Chenu démonte la diplomatie Macron : "Barrot roule des mécaniques"
Sébastien Chenu était l'invité du "8h30 franceinfo" ce mardi. Le vice-président du RN a livré une analyse sans langue de bois sur les opérations américaines en Iran et la politique étrangère française. Spoiler : nos élites déconnectées en prennent pour leur grade.

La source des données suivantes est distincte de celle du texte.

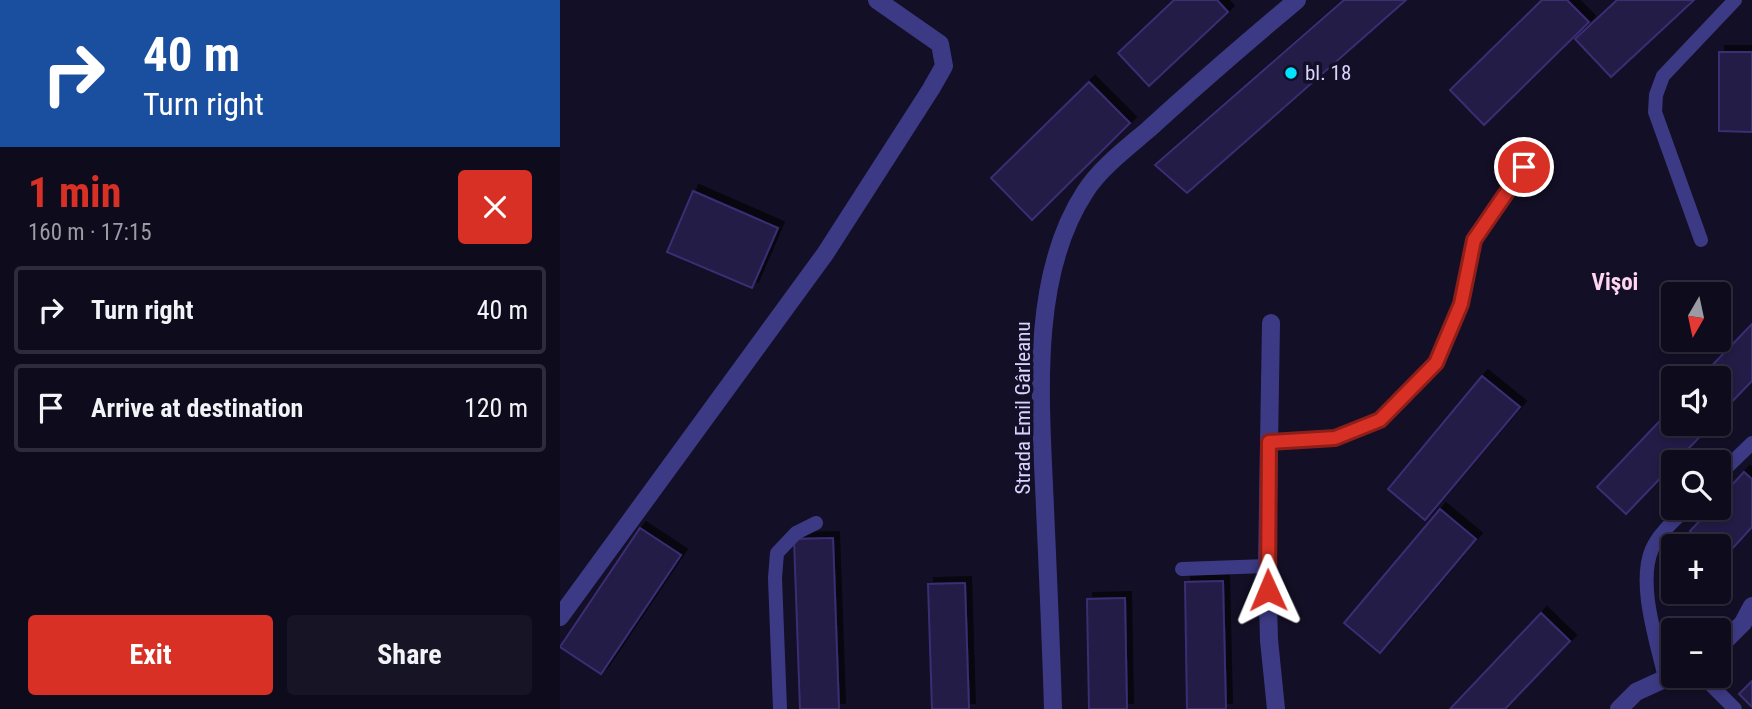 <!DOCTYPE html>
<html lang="en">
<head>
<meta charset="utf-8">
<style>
  body { margin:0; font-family:"Roboto Condensed",sans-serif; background:#171425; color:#f1f3f6; height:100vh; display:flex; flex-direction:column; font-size:26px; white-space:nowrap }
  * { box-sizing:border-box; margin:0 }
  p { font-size:23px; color:#9b9ba3 }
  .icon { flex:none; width:38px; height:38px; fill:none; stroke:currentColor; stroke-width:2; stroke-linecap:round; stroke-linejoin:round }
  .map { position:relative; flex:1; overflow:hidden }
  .panel { display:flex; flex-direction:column; background:#0e0b1c; width:560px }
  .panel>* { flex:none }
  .hud { background:#1a4fa0; color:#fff; overflow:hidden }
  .needle { width:46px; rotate:189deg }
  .fabs { position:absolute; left:1101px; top:282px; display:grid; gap:14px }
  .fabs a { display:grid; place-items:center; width:70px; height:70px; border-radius:7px; background:#0e0b1c; box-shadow:0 4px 10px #0003,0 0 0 2px #2e2b3b; font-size:35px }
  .pin { position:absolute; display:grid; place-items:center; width:60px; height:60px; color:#fff; margin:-30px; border:4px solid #fff; border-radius:50%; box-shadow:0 2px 7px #0007 }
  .me { position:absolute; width:77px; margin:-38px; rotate:359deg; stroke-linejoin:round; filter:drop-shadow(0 0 5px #0008) }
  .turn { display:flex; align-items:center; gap:24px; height:147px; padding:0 28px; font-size:32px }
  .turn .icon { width:91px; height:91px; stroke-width:2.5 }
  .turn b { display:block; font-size:49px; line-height:60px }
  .round { display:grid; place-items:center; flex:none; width:74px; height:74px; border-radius:7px; background:#171425 }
  .headline { display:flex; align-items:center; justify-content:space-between; height:119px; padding:0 28px }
  h1 { font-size:42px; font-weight:700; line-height:52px; color:#d93025 }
  .button { display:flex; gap:14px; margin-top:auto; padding:14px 28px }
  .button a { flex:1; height:80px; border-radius:7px; background:#d93025; color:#fff; font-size:28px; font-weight:700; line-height:80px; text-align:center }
  .button a+a { background:#171425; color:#f1f3f6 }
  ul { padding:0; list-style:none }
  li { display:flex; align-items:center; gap:21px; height:88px; margin:0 14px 10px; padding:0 14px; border:4px solid #2e2b3b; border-radius:7px }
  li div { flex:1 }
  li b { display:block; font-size:26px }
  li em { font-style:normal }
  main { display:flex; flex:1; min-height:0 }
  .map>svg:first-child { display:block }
  .building { fill:#241b47; stroke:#3b2d73; stroke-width:2; filter:url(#shadow) }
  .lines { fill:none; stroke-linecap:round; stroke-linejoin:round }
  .lane { stroke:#3d3a85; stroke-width:14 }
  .street { stroke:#3d3a85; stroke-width:18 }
  .route-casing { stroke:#8d1f18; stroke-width:18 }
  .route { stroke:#d93025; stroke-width:12 }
  .poi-dot { fill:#00e5ff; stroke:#130f26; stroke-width:2.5 }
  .labels { text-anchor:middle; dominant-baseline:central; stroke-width:7; stroke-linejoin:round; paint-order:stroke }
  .poi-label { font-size:21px; fill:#d9d4ff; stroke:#130f26; text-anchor:start }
  .street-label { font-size:21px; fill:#d9d4ff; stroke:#130f26 }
  .neighbourhood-label { font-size:23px; font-weight:bold; fill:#ffd6f0; stroke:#130f26 }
</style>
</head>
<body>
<main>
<section class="panel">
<div class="hud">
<div class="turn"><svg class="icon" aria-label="right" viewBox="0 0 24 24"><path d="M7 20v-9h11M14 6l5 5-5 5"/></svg><div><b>40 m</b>Turn right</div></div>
</div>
<div class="headline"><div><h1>1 min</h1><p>160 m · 17:15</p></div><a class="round" style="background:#d93025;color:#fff"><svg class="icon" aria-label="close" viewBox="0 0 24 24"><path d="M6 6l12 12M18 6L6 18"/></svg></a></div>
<ul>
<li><svg class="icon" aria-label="right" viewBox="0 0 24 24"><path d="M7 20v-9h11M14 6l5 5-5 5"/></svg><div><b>Turn right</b></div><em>40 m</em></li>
<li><svg class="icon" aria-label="arrive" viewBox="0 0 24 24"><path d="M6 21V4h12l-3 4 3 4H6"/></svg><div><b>Arrive at destination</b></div><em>120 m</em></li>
</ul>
<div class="button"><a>Exit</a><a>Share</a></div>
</section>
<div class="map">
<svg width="1192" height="709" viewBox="0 0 1192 709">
  <defs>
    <filter id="shadow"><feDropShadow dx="6" dy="-6" stdDeviation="0" flood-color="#0009"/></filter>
  </defs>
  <rect width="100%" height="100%" fill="#130f26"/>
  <g class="building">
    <path d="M 614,0 L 657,0 L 668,12 L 589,86 L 558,53 Z"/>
    <path d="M 784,0 L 846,0 L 627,193 L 595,165 Z"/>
    <path d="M 982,0 L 1007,0 L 1029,22 L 924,125 L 890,90 Z"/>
    <path d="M 1057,0 L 1134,0 L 1051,77 L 1015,39 Z"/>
    <path d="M 1159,52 L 1192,52 L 1192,132 L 1159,131 Z"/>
    <path d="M 529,82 L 570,123 L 472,220 L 431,178 Z"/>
    <path d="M 133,191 L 218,228 L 192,288 L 107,252 Z"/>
    <path d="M 1192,324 L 1192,381 L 1158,416 L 1158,378 L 1140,378 Z"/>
    <path d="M 922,376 L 960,407 L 865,520 L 828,489 Z"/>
    <path d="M 1113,407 L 1113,424 L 1152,424 L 1066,514 L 1037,487 Z"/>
    <path d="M 1184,472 L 1192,479 L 1192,527 L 1162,560 L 1158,557 L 1158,546 L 1146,546 L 1130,531 L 1152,508 L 1158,508 L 1158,500 Z"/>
    <path d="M 880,509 L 916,539 L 820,653 L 784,623 Z"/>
    <path d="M 80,528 L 121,555 L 41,674 L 0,647 Z"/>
    <path d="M 273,538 L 279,709 L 240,709 L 234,539 Z"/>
    <path d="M 663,581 L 666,709 L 627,709 L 625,582 Z"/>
    <path d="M 405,583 L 409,709 L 372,709 L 368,584 Z"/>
    <path d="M 565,598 L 567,709 L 529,709 L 527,599 Z"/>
    <path d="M 981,613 L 1010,641 L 945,709 L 890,709 Z"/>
    <path d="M 1192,681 L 1192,707 L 1179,694 Z"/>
  </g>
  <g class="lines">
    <g class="lane">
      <path d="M 1141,240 L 1095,112 L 1096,95 L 1103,76 L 1175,0"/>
      <path d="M 709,442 L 775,438 L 820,420 L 876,363 L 901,304 L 914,240 L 964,167"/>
      <path d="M 1158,476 L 1192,443"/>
      <path d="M 622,569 L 707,566"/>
      <path d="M 1142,676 L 1175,709"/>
      <path d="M 1105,678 C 1097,642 1077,584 1092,549 C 1099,533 1115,520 1127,508"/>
      <path d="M 220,709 L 215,578 L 217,553 L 236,533 L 256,523"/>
    </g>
    <g class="street">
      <path d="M 711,323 L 707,566 L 709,640 L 716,709"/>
      <path d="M 0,617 L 265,254 L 371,89 L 384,66 L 380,44 L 317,0"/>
      <path d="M 1158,648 L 1183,623 L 1192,606"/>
      <path d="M 493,709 C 491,642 488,575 485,508 C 481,408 468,279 525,192 C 539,169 568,147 589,129 C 637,85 687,42 737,0"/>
      <path d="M 1059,709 L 1076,692 L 1113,675"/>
    </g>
  </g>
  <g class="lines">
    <defs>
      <path id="route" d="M 708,590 L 709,442 L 775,438 L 820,420 L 876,363 L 901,304 L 914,240 L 964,167"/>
    </defs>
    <use href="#route" class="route-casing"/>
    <use href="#route" class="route"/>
  </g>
  <circle class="poi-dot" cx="731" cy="73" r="7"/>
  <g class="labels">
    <g class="poi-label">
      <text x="745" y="73">bl. 18</text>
    </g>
    <g class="street-label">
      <text transform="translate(463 408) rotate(-90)">Strada Emil Gârleanu</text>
    </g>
    <g class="neighbourhood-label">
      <text x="1055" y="282">Vişoi</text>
    </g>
  </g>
</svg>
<div class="fabs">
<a><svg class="needle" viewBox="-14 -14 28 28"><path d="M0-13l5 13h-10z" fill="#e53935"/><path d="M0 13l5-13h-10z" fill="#9b9ba3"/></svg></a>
<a><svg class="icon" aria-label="sound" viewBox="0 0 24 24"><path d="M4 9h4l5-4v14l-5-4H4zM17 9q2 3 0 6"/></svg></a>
<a><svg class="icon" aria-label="search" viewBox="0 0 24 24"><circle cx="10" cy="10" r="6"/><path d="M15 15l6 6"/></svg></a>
<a>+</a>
<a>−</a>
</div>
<div class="pin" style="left:964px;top:167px;background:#d93025"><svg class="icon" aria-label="arrive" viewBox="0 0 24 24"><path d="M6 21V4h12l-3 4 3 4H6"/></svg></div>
<svg class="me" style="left:708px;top:590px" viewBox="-20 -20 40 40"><path d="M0-17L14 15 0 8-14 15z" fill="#d93025" stroke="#fff" stroke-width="4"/></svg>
</div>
</main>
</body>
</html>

Iran : soutien aux USA, mais gare à l'unilatéralisme
Le député du Nord soutient les frappes américaines en Iran tout en gardant la tête froide. "On est solidaires des manœuvres engagées par les États-Unis, même si sur la forme, ce côté unilatéral ne nous plaît pas", déclare-t-il. Une position équilibrée qui tranche avec les atermoiements habituels de nos dirigeants.
Concernant la menace nucléaire iranienne, Chenu ne mâche pas ses mots : elle était "visiblement imminente" et représentait "un danger mortel pour Israël". Il fallait donc intervenir. Point barre.
Sur l'avenir de l'Iran, le vice-président de l'Assemblée défend la souveraineté des peuples : "Ce ne sont pas à des puissances étrangères de choisir les dirigeants iraniens de demain". Une leçon de bon sens que devraient méditer nos européistes compulsifs.
Jean-Noël Barrot épinglé : "Il roule des mécaniques"
Le ministre des Affaires étrangères se fait tailler un costard en règle. Chenu lui reproche de ne pas avoir convoqué l'ambassadeur d'Iran, estimant qu'"il y a matière" à le faire. Ben voyons, tout le monde sait que Barrot préfère faire dans la dentelle diplomatique.
"Quand Jean-Noël Barrot roule des mécaniques, il devrait un peu en rabattre", assène le député. Il accuse le ministre d'être "toujours un peu en retard d'un métro, en retard d'une réaction". Résultat : l'Europe apparaît affaiblie aux yeux de Trump qui "a finalement fait peu de cas de l'Europe".
Dissuasion nucléaire : Macron dans sa bulle européiste
Le projet de "dissuasion avancée" de Macron ? Chenu n'y voit "pas d'intérêt pour notre pays", ni de "contrepartie". Une position de bon sens face aux délires européistes du président.
"Je ne vois pas en quoi cette dissuasion avancée a un intérêt. Je ne vois pas bien quel est son objet, à part une espèce de communication européiste qui plaît au président de la République", tacle-t-il.
Le député suggère qu'en échange, ces pays européens achètent du matériel militaire français. Au moins, Nicolas qui paie y trouverait son compte.
La souveraineté nucléaire, ça ne se partage pas
Chenu remet les pendules à l'heure sur notre force de frappe : "La puissance nucléaire, ça ne se délègue pas, ça ne s'affaiblit pas, ça ne se partage pas". Un bastion de souveraineté à préserver coûte que coûte.
Il espère que les récentes déclarations de Macron lèvent enfin l'ambiguïté, car le président est "quand même le spécialiste de l'ambiguïté sur le déclenchement de la puissance nucléaire". Ça doit rester entre les mains de l'État français, point final.
Une intervention qui remet de l'ordre dans le débat face aux élites déconnectées qui rêvent de diluer notre souveraineté dans un grand tout européen. Chenu, lui, défend la France. C'est déjà ça.